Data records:
::::::::::

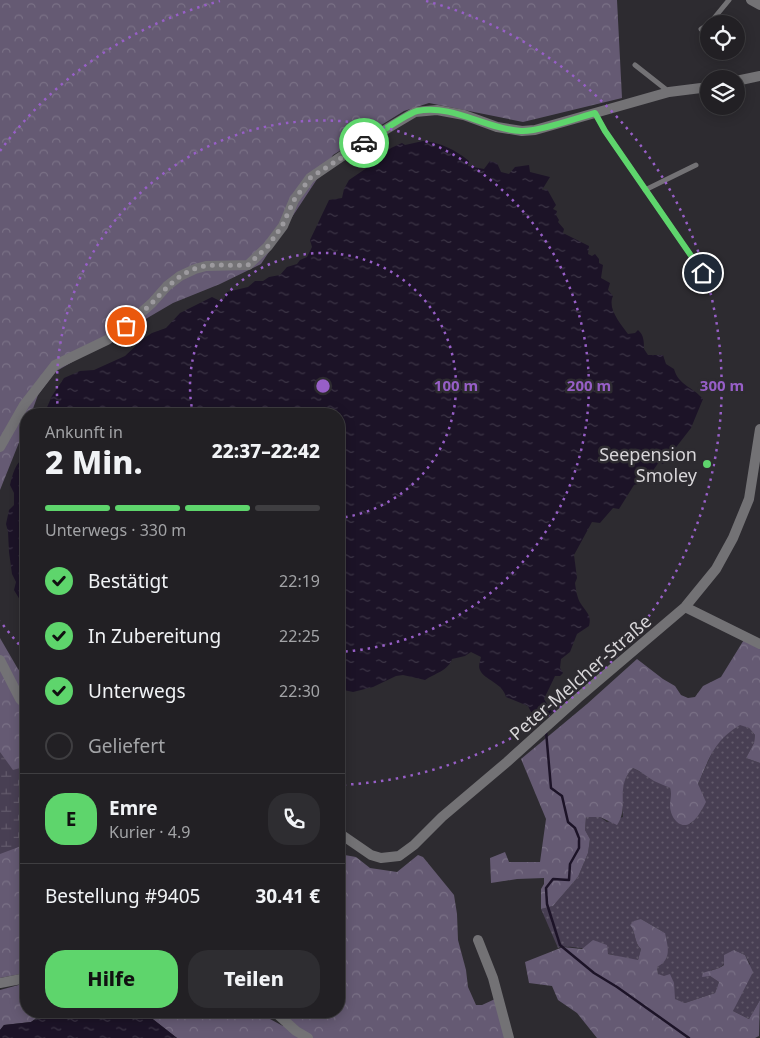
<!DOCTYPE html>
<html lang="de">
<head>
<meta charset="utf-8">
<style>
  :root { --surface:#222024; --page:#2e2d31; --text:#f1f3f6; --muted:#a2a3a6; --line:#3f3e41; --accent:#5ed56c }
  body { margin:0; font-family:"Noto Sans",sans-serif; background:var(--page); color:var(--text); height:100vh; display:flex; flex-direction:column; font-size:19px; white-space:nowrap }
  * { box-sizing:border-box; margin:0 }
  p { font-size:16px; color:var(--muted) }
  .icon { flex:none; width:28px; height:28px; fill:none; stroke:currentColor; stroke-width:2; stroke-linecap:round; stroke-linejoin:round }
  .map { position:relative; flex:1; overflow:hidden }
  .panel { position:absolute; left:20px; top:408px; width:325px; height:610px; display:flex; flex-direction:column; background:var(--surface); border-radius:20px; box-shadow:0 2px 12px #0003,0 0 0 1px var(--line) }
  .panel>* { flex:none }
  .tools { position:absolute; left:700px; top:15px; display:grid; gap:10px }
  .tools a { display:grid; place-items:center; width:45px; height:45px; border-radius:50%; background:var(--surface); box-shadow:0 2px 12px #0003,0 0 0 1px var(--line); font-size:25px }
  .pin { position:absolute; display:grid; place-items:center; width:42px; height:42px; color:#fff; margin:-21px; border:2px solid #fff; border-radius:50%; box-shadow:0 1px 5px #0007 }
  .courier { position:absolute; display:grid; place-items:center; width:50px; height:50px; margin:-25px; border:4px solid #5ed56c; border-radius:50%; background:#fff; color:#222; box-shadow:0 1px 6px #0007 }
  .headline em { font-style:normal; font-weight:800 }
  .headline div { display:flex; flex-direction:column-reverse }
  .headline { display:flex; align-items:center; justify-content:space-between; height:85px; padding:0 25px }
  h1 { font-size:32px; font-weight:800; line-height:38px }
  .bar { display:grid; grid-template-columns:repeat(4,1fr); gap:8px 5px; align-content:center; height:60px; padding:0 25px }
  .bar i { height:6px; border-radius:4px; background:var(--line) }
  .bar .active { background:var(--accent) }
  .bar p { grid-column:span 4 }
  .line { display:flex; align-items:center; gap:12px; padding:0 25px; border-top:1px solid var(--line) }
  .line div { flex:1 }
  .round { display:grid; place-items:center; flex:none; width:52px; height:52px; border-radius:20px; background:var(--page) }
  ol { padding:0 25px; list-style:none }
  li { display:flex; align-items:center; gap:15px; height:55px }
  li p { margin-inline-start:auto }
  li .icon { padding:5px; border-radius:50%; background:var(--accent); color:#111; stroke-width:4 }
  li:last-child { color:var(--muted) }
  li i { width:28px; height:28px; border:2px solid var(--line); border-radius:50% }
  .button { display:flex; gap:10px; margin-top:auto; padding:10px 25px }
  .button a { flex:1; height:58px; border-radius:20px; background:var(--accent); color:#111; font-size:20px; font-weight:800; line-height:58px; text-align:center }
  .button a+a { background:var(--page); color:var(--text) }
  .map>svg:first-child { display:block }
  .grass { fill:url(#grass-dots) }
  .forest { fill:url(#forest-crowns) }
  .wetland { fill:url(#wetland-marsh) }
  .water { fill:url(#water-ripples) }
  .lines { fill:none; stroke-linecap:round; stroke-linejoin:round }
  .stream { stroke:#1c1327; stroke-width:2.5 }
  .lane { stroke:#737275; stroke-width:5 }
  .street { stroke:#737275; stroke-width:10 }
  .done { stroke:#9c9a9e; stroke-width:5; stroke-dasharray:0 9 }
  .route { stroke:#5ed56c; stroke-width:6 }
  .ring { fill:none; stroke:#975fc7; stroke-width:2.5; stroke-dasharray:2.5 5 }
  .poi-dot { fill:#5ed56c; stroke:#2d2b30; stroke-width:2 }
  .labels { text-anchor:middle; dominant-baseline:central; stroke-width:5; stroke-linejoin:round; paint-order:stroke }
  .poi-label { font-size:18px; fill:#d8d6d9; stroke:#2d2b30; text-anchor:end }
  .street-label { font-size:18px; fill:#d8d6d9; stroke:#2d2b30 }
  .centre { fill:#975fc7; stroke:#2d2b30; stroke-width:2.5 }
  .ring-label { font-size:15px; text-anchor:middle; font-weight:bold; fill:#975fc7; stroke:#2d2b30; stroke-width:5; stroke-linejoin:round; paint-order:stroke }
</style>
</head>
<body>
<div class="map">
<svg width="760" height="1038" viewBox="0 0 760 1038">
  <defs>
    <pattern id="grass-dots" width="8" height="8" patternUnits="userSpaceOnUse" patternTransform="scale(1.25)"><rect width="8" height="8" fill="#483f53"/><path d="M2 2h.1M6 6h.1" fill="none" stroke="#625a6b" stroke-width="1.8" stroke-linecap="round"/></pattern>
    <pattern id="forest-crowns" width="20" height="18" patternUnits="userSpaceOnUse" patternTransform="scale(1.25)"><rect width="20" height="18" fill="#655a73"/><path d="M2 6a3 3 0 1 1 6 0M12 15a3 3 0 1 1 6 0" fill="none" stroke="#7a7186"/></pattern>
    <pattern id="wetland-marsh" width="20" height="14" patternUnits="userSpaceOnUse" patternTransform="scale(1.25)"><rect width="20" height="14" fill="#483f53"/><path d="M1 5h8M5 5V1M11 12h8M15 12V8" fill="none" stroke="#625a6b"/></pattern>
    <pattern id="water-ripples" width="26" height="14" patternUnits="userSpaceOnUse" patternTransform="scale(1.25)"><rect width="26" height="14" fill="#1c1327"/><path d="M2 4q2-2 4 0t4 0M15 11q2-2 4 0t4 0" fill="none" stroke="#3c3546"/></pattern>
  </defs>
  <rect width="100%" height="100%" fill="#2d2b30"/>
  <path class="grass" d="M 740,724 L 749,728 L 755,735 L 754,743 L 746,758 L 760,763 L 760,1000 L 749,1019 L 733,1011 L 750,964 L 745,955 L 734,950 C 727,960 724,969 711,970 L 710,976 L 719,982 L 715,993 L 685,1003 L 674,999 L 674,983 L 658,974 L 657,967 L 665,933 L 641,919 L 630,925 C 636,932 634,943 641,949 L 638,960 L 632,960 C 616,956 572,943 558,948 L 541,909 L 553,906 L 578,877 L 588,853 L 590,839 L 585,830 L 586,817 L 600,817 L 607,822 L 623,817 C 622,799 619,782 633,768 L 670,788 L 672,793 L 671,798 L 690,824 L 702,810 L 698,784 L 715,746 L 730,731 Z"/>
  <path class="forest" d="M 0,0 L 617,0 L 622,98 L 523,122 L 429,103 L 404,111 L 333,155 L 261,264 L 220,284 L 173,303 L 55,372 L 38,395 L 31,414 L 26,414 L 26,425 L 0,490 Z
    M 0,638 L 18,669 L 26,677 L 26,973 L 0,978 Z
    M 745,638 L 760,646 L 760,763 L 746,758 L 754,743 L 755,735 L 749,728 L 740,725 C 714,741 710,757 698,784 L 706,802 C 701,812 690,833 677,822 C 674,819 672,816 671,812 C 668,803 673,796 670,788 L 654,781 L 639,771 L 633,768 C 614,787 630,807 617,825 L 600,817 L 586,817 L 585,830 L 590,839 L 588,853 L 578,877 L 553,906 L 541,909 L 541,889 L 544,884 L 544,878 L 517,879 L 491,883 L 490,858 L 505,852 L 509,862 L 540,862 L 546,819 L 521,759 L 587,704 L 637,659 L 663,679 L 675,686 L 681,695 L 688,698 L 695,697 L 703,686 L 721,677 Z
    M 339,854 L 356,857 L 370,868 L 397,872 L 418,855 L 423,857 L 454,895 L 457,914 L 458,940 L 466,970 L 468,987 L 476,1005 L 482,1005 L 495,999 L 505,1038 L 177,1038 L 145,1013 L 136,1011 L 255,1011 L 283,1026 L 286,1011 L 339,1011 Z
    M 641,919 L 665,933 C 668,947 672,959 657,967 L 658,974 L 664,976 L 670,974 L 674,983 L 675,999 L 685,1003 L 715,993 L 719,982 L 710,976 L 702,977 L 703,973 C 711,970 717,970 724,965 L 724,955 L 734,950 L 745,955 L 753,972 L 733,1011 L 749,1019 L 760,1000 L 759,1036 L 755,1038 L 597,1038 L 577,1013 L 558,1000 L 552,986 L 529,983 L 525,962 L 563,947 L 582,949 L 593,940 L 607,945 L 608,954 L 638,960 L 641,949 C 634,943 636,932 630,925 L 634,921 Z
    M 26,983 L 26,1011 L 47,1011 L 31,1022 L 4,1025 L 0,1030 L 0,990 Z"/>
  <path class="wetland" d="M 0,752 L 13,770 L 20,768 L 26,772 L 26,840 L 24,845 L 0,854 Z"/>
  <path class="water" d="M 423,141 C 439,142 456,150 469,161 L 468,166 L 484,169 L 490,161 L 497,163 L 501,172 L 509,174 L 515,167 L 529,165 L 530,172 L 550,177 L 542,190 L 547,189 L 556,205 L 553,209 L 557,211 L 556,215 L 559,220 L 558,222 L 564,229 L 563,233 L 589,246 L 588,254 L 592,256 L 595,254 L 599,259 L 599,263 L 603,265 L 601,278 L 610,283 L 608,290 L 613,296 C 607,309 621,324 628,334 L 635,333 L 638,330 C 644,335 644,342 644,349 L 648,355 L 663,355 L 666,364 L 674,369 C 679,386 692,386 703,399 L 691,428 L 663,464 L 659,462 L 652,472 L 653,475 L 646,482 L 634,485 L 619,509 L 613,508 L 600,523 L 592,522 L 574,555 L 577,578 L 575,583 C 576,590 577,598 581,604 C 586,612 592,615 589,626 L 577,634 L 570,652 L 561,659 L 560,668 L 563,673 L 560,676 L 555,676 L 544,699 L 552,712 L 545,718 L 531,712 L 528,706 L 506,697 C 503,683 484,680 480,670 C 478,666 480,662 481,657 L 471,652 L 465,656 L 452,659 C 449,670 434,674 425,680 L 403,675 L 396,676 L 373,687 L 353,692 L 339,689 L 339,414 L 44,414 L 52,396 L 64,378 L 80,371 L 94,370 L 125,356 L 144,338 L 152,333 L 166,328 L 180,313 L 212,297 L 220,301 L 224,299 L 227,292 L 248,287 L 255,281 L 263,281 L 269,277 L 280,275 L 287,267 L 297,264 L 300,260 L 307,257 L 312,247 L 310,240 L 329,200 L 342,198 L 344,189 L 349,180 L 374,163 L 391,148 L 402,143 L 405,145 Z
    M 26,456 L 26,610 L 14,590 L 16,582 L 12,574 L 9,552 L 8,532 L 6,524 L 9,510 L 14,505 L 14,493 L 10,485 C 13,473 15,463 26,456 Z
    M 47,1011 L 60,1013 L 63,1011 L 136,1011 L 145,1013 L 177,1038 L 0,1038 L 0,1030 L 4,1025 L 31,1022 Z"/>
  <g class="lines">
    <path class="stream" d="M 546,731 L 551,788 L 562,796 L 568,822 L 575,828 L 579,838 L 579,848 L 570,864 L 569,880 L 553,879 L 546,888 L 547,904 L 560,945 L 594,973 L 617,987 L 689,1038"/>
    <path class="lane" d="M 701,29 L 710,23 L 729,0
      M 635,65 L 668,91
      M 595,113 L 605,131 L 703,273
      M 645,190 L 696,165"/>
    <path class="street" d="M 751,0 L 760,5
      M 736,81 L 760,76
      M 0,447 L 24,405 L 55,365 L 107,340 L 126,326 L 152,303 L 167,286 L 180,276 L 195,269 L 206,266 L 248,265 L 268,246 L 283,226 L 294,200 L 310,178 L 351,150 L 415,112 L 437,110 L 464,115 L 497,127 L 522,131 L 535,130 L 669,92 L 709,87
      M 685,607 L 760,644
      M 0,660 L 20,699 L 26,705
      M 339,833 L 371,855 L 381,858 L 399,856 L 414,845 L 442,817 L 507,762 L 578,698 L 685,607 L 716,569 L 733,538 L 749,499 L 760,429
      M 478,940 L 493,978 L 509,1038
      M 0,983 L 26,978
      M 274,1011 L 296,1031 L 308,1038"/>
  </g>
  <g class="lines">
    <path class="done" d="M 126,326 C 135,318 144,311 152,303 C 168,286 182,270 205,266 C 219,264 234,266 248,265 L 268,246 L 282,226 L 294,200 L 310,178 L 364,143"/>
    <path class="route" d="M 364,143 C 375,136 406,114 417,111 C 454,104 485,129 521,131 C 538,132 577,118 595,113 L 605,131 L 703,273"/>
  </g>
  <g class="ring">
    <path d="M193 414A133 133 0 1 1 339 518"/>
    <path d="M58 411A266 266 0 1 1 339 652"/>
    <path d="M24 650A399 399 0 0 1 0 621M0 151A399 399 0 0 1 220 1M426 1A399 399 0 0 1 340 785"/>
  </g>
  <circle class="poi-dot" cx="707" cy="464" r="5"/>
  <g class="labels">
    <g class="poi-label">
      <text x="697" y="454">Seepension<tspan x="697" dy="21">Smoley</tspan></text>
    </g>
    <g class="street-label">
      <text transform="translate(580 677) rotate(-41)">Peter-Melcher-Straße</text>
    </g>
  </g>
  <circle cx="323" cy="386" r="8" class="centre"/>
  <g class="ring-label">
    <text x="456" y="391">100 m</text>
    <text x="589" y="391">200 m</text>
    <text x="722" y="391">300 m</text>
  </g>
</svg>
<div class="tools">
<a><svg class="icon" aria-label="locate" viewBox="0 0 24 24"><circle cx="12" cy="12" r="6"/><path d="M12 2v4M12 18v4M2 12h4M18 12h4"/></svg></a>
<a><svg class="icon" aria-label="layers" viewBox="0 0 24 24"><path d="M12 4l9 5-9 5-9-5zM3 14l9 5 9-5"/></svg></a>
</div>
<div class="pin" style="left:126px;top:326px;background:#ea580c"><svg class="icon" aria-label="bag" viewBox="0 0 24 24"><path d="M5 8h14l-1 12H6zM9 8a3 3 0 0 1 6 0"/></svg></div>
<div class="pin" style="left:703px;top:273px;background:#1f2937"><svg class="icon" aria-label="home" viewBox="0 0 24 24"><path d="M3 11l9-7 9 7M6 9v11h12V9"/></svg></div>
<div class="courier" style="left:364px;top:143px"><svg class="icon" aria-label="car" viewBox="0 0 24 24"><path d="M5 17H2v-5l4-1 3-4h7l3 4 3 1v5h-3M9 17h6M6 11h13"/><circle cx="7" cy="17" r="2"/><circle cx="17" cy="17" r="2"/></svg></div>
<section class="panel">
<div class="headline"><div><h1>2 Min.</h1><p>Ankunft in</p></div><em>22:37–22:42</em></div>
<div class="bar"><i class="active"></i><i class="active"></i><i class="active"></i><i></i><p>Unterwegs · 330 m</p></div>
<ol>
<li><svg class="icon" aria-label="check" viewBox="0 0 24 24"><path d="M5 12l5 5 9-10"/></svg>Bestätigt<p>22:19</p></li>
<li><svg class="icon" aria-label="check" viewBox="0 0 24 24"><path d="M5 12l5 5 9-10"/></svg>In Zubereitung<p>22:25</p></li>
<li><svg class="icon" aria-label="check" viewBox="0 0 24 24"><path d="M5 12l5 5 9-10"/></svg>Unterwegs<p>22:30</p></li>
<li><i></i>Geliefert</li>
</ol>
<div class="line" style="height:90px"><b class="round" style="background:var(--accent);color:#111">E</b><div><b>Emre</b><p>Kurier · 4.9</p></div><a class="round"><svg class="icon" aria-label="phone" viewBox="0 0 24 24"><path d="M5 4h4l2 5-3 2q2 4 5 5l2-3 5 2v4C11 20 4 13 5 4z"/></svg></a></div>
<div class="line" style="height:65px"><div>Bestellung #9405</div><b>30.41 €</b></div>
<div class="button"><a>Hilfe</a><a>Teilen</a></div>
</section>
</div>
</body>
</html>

::::::::::

- _EXERCISE DETAILS_
The answer must be all the lines above that hold the word "Unterwegs".

- _REPLY_
<div class="bar"><i class="active"></i><i class="active"></i><i class="active"></i><i></i><p>Unterwegs · 330 m</p></div>
<li><svg class="icon" aria-label="check" viewBox="0 0 24 24"><path d="M5 12l5 5 9-10"/></svg>Unterwegs<p>22:30</p></li>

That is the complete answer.